Britain’s Great Labor Revolt Was a High Point of Working-Class Power
In the years leading up to World War I, Britain was rocked by an unprecedented upsurge of labor militancy. Millions of workers began to learn their own strength and posed a major challenge to the social order.

Dock workers on strike in London, circa 1910. (Photo12 / Universal Images Group via Getty Images)
The so-called “Labor Unrest” — or what more accurately should be termed “Labor Revolt” — swept through Britain in the years leading up to the outbreak of World War I between 1910 and 1914. It was one of the most sustained, dramatic, and violent explosions of industrial militancy and social conflict the country has ever experienced. After some twenty years of relative quiescence in strike activity, there was a sudden and unanticipated eruption that spread rapidly on a scale well in excess of the “New Unionism” upsurge of 1889–1891.
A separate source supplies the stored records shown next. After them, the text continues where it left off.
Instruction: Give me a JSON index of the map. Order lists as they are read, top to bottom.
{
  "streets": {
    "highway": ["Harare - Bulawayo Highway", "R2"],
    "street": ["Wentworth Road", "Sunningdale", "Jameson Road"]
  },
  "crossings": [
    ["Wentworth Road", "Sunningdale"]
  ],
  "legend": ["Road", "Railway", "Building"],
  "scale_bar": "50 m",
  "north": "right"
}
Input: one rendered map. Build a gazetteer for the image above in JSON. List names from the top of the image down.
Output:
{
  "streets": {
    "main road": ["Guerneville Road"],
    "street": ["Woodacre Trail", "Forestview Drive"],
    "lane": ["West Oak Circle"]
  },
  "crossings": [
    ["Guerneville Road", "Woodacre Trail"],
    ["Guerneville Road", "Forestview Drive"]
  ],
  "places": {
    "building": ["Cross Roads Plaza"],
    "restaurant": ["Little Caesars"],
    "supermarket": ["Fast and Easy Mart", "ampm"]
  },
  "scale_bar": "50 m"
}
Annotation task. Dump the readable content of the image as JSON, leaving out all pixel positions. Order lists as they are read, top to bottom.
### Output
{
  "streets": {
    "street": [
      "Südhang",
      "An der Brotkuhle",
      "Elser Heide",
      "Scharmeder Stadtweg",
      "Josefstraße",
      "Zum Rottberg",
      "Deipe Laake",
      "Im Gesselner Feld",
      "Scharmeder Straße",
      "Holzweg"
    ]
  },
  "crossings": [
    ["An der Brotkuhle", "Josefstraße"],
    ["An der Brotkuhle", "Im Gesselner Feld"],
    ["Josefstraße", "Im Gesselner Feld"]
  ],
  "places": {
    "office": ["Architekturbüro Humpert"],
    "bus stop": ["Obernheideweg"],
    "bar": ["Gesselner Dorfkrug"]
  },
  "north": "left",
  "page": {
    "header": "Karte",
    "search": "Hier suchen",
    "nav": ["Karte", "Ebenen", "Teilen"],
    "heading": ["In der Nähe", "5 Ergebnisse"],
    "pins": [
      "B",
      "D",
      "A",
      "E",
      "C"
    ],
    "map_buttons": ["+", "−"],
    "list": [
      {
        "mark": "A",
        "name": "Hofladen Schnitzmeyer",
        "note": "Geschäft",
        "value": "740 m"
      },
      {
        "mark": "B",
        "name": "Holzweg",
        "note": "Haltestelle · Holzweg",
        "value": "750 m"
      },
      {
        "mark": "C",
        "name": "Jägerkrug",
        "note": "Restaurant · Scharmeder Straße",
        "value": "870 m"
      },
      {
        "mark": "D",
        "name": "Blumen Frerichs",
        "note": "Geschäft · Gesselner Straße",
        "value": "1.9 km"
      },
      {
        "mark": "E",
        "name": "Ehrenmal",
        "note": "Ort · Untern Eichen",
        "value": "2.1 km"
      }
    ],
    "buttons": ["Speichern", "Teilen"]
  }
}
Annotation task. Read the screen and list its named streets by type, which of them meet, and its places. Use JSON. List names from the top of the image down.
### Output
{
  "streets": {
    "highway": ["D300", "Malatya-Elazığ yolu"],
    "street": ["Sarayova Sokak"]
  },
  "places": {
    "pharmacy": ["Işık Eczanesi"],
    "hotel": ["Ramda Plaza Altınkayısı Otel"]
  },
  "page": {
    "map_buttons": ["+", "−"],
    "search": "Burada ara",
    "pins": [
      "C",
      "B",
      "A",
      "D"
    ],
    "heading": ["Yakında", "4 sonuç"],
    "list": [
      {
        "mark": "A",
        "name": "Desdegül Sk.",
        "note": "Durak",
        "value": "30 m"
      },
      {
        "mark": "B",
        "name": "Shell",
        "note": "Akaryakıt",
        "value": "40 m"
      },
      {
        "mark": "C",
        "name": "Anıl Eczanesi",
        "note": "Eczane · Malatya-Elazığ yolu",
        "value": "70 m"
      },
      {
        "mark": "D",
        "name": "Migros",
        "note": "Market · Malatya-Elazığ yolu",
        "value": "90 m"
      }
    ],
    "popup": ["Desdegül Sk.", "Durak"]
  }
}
By the time Robert Tressell’s celebrated classic novel of working-class life and politics, The Ragged Trousered Philanthropists, had been published in 1914, its representation of the apparent weakness and “apathy” of exploited workers had been superseded by the actuality of an explosion of self-confidence, organization, and militancy by a working class that had, according to historian James Cronin, “thrust itself into the centre of Britain’s social and political life.”
Spirit of Revolt
The strike wave involved a number of large-scale disputes in strategically important sections of the economy. A protracted strike in the South Wales coalfields in 1910–11 was followed in the summer of 1911 by national strikes of seamen, dockers, and railway workers, as well as a Liverpool general transport strike. There were national miners’ and London transport workers’ strikes in 1912, a series of Midlands metal workers’ strikes and a Dublin transport workers’ lockout in 1913, and a London building workers’ lockout in 1914.